━━━━━ Stored data ━━━━━

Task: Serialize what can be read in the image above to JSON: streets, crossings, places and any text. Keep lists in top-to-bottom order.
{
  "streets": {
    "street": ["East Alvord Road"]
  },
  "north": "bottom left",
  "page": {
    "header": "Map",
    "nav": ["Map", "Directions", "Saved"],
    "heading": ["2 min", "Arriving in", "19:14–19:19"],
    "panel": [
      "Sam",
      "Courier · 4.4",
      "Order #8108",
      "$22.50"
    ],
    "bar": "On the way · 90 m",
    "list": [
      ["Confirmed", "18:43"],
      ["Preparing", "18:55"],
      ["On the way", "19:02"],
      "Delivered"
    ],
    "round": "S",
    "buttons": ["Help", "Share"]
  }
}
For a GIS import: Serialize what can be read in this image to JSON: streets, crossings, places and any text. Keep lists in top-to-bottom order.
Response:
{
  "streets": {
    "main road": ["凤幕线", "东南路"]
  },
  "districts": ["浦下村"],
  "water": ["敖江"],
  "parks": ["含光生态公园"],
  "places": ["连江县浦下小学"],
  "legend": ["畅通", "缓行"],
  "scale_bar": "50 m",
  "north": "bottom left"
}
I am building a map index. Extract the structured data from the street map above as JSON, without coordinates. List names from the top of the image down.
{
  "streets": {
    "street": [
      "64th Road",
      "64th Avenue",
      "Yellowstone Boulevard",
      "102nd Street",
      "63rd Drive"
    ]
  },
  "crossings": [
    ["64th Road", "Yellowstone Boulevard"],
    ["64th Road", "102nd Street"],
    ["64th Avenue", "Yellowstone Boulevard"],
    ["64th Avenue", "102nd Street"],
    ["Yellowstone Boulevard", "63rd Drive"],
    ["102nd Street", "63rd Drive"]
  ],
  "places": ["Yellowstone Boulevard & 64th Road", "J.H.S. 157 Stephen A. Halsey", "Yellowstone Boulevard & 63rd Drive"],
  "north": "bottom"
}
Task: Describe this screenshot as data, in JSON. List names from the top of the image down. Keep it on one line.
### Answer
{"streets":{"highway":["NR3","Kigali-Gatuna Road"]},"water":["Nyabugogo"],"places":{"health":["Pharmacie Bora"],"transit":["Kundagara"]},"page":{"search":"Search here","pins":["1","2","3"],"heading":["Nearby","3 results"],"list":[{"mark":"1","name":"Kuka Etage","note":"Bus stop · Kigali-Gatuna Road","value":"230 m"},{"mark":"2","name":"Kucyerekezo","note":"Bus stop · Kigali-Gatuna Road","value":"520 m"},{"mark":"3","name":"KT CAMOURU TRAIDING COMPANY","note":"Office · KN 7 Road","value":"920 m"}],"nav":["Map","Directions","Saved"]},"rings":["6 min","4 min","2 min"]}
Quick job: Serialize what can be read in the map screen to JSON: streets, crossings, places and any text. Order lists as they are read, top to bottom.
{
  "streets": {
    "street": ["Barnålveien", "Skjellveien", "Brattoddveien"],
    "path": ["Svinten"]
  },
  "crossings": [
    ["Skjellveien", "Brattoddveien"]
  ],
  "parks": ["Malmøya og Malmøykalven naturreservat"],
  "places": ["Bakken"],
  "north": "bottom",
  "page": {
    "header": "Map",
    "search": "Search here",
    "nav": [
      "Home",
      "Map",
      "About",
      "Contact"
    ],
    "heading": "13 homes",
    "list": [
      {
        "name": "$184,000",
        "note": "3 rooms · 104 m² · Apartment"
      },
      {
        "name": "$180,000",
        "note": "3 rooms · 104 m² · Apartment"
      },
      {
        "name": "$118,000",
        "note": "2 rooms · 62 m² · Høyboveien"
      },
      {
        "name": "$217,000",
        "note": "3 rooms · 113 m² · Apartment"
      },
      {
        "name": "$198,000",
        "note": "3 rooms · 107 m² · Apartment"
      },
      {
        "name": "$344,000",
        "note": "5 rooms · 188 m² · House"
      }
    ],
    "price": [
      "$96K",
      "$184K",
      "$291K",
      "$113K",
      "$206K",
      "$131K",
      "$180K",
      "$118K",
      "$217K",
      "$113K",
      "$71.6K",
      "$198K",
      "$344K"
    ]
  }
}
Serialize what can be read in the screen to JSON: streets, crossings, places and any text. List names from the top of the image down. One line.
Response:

━━━━━

Problem to work on >>
A single number is expected: how many lines in the entries above hold the word "this".

Exercise solution >>
2